- **Source material**
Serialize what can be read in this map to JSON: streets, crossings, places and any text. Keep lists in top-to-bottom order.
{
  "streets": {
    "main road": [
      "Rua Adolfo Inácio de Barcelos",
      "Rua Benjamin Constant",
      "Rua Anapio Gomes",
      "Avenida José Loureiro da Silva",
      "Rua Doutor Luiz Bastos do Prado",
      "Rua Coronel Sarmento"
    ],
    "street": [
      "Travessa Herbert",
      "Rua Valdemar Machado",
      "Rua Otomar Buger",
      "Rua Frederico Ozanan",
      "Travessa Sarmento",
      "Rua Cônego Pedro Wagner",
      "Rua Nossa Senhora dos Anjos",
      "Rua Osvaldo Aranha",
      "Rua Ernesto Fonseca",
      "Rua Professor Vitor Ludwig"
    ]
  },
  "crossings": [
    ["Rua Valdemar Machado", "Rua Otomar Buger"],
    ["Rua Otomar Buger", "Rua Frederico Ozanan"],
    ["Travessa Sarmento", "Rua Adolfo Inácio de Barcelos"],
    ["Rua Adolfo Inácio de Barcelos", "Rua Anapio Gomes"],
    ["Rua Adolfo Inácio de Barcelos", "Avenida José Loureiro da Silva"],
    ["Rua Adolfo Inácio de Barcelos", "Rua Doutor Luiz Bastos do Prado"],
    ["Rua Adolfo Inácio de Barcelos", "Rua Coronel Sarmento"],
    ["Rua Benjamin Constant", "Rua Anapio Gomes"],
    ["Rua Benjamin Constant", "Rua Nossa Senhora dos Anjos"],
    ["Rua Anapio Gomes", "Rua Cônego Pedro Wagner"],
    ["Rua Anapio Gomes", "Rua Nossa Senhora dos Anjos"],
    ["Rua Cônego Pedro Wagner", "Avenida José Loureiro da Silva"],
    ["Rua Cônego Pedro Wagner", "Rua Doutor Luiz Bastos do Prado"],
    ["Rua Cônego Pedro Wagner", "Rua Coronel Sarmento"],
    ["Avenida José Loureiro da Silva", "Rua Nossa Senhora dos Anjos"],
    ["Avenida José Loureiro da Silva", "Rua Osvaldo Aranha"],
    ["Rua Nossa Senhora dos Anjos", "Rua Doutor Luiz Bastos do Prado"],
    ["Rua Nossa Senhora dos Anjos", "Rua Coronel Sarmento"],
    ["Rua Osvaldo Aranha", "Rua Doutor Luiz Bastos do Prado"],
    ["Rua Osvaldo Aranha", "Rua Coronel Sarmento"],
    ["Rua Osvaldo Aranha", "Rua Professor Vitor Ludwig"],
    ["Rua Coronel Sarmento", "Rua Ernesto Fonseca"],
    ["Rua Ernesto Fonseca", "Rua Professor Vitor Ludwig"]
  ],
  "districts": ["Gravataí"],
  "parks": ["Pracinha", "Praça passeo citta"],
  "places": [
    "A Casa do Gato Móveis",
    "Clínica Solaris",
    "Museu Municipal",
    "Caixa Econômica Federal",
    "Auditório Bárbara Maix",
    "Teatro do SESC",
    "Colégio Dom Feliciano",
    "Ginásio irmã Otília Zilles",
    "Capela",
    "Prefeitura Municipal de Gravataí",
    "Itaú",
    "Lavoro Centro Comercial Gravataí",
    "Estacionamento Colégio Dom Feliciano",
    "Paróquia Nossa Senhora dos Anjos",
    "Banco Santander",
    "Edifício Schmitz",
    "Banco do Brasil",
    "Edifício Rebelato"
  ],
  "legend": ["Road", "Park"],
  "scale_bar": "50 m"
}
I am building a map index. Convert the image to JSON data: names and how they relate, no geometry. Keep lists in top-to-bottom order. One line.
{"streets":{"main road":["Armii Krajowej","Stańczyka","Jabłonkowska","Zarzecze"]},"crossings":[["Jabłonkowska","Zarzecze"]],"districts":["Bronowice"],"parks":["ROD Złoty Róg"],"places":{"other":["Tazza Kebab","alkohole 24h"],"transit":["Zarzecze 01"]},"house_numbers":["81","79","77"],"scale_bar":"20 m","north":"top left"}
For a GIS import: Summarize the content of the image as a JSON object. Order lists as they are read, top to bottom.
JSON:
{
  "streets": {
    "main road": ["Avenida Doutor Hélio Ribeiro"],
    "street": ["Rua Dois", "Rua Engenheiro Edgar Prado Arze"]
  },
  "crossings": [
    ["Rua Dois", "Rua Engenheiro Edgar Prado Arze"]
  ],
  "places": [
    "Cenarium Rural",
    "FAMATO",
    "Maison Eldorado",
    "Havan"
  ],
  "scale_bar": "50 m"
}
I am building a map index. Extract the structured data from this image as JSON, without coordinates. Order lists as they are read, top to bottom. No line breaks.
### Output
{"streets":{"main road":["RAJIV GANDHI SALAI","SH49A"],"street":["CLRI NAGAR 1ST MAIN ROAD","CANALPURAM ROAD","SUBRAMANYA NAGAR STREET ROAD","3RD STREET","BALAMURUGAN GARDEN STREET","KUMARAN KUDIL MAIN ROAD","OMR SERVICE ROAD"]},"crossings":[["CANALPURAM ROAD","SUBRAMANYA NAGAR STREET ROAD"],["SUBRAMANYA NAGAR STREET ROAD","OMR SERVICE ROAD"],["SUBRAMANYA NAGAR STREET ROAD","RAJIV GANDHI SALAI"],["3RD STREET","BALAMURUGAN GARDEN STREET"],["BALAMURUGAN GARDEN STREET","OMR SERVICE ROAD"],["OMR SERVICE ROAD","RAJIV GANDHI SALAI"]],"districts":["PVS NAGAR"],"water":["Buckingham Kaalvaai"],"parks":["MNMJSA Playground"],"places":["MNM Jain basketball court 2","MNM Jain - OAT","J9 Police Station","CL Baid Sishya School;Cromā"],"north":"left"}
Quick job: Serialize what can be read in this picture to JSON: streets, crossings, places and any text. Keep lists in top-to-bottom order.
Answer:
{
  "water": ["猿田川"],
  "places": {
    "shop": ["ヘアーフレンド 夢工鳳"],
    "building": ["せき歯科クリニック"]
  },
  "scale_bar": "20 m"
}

- **Activity**
From the line with "Quick job: Serialize" to the final line of the data above, please reproduce every line exactly and add nothing.

- **Solution to the problem**
Quick job: Serialize what can be read in this picture to JSON: streets, crossings, places and any text. Keep lists in top-to-bottom order.
Answer:
{
  "water": ["猿田川"],
  "places": {
    "shop": ["ヘアーフレンド 夢工鳳"],
    "building": ["せき歯科クリニック"]
  },
  "scale_bar": "20 m"
}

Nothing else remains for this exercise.